■ **TASK PROMPT**
Each line of the material below that holds the word "column" needs to be copied.

(SOURCE MATERIAL Opens)

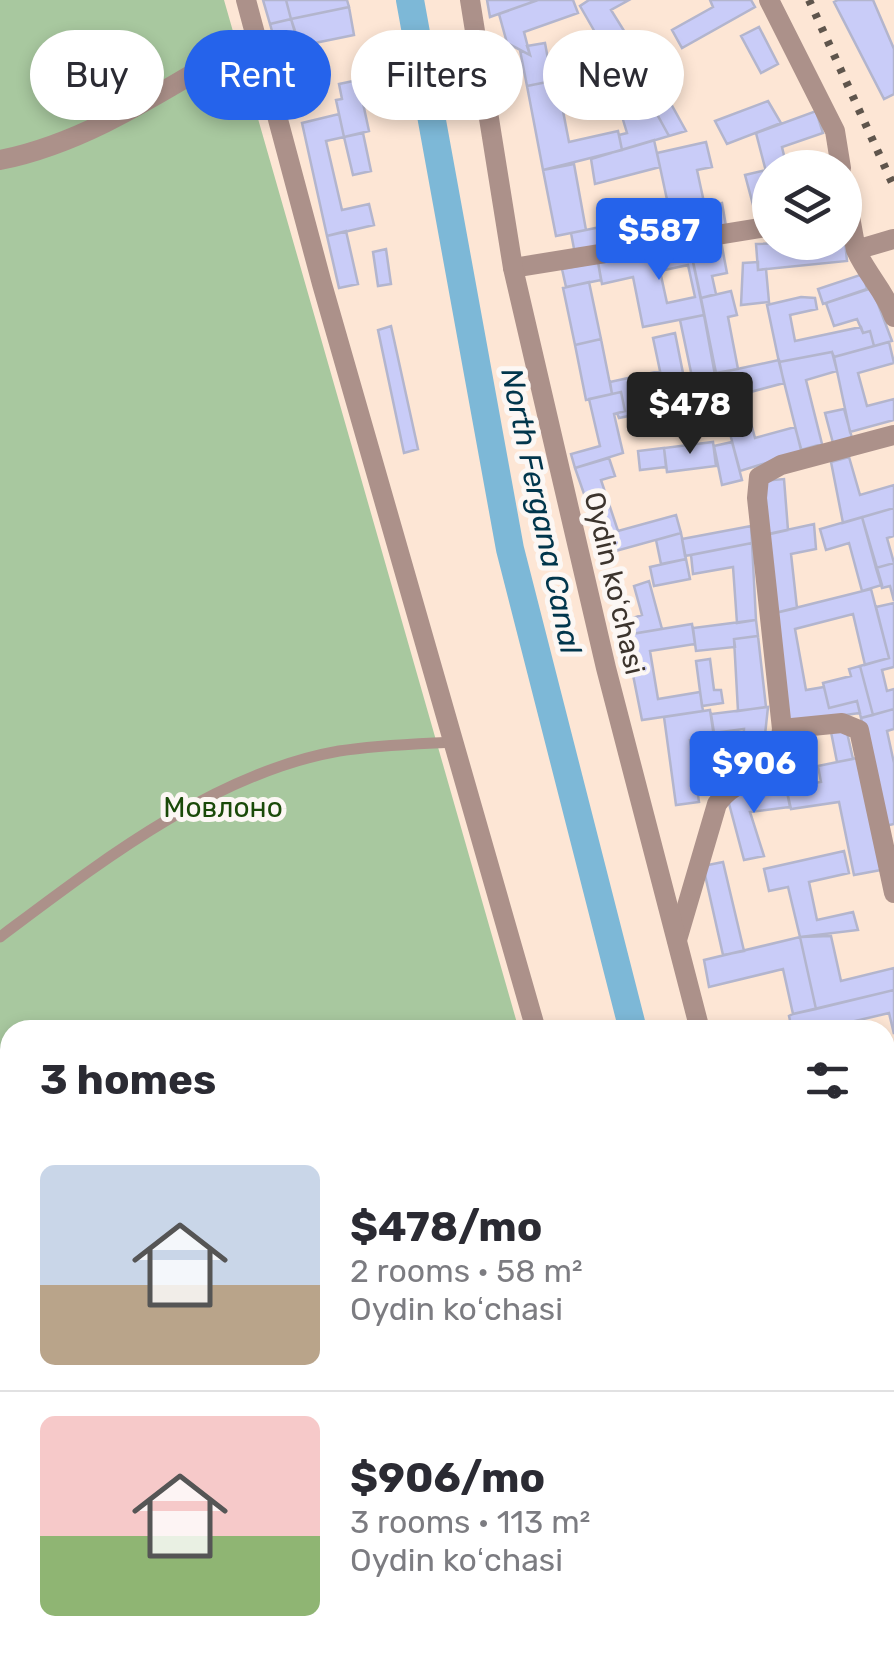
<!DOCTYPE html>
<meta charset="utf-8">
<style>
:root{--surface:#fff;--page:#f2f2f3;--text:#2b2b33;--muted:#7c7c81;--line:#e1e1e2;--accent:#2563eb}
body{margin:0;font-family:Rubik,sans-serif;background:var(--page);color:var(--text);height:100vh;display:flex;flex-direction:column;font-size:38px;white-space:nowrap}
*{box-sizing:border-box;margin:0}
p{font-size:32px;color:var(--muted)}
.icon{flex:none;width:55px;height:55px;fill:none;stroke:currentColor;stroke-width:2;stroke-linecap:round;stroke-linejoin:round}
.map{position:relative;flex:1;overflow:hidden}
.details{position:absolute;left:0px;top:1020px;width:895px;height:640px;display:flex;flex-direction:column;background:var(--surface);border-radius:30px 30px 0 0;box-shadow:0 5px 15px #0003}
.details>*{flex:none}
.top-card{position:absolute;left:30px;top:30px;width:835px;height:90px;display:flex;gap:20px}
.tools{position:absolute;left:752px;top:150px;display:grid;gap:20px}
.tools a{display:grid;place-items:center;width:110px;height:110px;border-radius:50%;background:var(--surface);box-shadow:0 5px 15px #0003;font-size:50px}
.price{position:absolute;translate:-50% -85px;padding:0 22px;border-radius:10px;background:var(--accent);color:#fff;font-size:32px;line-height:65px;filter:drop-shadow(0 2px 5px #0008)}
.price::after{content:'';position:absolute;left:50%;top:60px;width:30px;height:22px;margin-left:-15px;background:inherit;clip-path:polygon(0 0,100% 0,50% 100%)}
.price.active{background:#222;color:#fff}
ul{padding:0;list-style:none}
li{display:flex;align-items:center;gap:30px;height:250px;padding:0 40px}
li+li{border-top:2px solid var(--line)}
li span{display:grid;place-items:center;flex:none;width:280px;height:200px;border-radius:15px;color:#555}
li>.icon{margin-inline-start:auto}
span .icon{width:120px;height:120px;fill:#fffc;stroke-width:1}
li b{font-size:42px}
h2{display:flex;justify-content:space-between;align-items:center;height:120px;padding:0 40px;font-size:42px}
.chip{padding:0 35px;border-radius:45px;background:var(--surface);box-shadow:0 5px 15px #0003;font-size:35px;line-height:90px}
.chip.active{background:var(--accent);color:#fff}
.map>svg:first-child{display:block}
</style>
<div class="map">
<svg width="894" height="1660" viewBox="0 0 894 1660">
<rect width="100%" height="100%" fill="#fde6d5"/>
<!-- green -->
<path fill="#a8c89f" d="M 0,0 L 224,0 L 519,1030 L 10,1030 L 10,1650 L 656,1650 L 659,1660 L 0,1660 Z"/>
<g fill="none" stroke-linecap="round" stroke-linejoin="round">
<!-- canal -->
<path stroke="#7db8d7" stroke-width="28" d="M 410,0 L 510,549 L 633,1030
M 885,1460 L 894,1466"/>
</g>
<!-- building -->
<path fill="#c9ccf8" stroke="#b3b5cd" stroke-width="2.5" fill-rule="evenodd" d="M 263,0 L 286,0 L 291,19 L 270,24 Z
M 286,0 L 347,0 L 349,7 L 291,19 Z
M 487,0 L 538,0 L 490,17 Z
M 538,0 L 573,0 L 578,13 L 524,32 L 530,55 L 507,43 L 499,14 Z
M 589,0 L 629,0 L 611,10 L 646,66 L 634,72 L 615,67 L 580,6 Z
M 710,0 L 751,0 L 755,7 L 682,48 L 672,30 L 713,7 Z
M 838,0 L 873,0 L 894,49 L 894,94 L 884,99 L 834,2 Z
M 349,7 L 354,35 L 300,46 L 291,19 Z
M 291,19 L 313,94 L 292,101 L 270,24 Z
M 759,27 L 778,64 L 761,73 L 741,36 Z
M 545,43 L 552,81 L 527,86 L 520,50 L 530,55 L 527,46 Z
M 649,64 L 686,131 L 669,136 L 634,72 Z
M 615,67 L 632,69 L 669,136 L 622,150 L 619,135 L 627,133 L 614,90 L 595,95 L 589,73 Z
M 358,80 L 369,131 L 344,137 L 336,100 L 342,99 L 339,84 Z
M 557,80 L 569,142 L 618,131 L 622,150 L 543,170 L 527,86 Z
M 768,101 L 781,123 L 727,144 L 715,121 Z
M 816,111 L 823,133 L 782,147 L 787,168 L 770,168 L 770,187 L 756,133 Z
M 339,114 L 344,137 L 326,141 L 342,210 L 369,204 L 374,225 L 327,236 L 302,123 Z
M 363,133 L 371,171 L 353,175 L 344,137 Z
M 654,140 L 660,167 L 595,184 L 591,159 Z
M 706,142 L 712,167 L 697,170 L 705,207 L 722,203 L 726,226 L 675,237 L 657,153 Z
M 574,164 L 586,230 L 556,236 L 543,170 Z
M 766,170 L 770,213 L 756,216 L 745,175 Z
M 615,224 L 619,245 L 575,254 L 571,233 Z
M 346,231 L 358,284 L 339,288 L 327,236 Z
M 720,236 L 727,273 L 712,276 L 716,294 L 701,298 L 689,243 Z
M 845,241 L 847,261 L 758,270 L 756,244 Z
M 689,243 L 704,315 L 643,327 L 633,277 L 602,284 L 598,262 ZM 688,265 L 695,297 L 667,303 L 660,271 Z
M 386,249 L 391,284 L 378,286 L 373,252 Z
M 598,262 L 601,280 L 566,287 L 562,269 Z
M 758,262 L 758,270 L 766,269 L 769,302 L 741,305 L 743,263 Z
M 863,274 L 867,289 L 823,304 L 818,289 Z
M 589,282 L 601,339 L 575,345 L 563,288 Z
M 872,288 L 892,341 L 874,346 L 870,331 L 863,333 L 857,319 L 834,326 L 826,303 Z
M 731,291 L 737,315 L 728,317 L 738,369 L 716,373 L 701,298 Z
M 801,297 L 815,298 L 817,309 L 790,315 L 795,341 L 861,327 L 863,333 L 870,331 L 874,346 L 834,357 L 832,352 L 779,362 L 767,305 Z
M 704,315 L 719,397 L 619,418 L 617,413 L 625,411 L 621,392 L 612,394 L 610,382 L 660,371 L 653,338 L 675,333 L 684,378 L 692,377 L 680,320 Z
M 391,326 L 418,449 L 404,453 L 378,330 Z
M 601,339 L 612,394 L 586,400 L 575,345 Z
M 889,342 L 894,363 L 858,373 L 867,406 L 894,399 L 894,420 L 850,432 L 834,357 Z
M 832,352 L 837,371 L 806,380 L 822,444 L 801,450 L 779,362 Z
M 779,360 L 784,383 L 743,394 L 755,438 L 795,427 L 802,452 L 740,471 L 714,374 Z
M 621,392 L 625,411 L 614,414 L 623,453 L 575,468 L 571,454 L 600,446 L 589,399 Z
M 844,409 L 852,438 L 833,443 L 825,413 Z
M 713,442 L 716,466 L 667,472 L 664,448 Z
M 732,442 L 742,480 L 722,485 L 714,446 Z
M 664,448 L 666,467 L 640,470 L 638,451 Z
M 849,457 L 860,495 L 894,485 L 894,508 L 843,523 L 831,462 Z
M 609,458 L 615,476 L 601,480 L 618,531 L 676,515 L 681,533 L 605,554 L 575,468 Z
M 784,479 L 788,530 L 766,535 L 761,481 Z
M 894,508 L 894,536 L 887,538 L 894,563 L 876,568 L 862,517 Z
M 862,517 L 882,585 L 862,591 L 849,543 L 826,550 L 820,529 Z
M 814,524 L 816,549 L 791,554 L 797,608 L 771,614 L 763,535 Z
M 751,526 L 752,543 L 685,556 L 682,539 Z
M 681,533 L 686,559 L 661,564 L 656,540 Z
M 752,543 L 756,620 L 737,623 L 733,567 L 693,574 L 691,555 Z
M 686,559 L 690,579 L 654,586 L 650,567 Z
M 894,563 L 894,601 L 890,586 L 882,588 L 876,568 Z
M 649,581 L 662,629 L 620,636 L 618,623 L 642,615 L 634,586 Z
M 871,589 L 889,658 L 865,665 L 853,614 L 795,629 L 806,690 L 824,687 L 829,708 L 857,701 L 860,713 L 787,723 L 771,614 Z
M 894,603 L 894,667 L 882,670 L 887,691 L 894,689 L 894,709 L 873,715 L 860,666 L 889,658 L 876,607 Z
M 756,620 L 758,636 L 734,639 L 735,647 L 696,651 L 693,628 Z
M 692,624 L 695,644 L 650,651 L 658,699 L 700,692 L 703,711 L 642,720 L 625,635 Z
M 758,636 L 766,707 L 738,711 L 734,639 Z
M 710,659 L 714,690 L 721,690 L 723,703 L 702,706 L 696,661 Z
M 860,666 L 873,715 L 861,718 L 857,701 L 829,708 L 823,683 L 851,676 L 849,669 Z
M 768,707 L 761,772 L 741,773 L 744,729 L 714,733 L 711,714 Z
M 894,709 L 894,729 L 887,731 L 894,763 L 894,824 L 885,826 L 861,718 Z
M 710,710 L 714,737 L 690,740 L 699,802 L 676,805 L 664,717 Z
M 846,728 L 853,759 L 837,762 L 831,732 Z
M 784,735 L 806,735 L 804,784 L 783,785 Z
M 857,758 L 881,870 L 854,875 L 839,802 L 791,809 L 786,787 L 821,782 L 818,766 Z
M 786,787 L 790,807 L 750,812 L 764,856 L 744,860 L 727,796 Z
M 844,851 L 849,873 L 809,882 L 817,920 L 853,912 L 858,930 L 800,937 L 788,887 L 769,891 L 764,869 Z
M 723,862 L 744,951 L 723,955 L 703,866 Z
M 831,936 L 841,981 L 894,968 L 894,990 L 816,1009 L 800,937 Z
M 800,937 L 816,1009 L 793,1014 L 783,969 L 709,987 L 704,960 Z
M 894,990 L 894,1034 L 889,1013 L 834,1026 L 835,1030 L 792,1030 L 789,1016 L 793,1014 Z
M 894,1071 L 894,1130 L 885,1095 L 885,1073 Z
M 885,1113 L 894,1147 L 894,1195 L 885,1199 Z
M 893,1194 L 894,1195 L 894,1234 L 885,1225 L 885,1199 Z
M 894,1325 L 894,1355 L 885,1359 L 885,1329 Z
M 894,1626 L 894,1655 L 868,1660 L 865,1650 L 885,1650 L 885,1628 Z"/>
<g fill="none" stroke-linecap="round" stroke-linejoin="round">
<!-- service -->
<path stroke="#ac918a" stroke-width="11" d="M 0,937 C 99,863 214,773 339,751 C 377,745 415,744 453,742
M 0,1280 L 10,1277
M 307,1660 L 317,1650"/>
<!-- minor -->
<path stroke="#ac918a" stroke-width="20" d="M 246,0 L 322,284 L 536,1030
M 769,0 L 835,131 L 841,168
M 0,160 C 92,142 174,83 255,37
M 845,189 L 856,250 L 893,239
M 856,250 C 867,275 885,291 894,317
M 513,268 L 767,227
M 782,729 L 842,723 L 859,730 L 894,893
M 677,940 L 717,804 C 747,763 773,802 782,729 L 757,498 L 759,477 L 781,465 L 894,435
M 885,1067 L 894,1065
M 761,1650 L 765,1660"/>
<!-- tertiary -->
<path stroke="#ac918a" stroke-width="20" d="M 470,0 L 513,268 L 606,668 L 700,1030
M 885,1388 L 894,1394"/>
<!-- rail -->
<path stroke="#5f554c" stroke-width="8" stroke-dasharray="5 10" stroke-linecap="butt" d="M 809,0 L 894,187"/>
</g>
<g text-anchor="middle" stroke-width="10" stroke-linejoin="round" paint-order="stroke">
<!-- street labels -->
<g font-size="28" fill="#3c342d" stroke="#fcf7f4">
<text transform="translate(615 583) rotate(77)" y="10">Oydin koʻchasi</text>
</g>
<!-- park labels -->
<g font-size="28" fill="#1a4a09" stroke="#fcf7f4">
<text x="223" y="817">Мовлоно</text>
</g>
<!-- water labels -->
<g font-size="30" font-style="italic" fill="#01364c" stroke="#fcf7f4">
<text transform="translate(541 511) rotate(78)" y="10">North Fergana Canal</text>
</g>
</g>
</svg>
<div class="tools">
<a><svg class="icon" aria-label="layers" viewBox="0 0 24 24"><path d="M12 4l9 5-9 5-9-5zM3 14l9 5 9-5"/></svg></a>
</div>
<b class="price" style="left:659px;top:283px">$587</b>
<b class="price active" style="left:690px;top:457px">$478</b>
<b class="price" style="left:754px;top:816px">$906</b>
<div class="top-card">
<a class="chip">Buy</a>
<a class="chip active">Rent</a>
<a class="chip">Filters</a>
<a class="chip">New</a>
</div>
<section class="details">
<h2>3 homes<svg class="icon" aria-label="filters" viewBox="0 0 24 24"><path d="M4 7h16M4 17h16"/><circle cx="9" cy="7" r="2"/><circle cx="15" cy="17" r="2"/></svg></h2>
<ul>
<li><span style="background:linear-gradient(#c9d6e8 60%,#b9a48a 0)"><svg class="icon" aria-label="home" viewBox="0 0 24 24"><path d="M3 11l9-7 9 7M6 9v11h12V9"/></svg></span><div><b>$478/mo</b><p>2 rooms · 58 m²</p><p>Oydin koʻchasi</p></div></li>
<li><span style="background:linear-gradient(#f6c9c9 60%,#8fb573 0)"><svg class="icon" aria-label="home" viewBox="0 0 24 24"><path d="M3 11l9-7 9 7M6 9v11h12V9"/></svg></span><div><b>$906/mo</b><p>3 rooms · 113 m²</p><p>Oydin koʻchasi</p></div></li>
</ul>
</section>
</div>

(SOURCE MATERIAL Closes)

■ **PROBLEM SOLUTION**
body{margin:0;font-family:Rubik,sans-serif;background:var(--page);color:var(--text);height:100vh;display:flex;flex-direction:column;font-size:38px;white-space:nowrap}
.details{position:absolute;left:0px;top:1020px;width:895px;height:640px;display:flex;flex-direction:column;background:var(--surface);border-radius:30px 30px 0 0;box-shadow:0 5px 15px #0003}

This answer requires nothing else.